What the exercise asks: All lines with the word "Park" must be pulled from the entries below.
%%
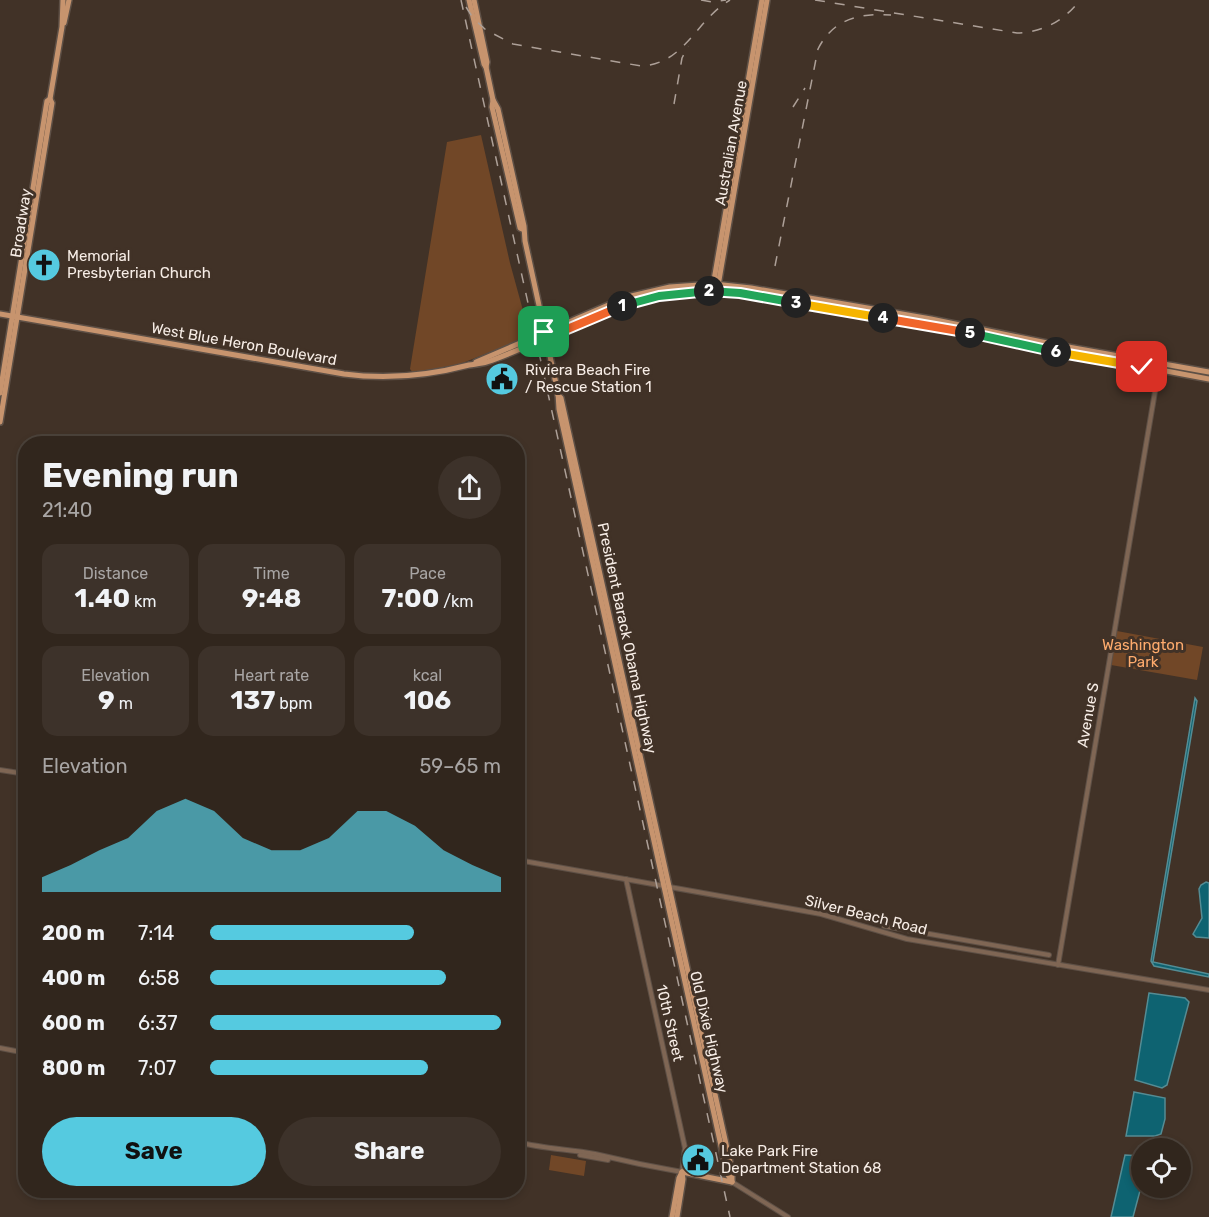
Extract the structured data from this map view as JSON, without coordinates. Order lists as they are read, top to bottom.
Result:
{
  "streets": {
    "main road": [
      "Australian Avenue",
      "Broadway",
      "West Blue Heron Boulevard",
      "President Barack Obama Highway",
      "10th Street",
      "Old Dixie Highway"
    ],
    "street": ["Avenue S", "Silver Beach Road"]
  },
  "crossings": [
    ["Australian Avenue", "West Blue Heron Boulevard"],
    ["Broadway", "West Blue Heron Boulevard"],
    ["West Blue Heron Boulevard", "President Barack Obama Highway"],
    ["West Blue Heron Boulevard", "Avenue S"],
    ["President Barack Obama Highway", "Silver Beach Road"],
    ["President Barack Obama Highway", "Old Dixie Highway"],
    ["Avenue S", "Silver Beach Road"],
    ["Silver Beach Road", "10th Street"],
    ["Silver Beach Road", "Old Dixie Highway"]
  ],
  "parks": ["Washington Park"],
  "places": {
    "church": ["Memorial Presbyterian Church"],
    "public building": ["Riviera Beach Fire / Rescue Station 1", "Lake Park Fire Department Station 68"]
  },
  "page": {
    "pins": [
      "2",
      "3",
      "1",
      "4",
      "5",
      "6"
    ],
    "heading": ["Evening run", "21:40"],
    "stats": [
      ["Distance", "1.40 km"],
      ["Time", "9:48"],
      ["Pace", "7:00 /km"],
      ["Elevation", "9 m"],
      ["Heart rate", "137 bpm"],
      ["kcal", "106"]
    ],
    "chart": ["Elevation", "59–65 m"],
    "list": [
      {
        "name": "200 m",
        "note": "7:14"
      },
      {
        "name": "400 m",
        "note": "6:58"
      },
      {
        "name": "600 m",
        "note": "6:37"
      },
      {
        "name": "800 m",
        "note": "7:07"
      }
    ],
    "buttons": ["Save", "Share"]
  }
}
%%
Answer to the exercise:
  "parks": ["Washington Park"],
    "public building": ["Riviera Beach Fire / Rescue Station 1", "Lake Park Fire Department Station 68"]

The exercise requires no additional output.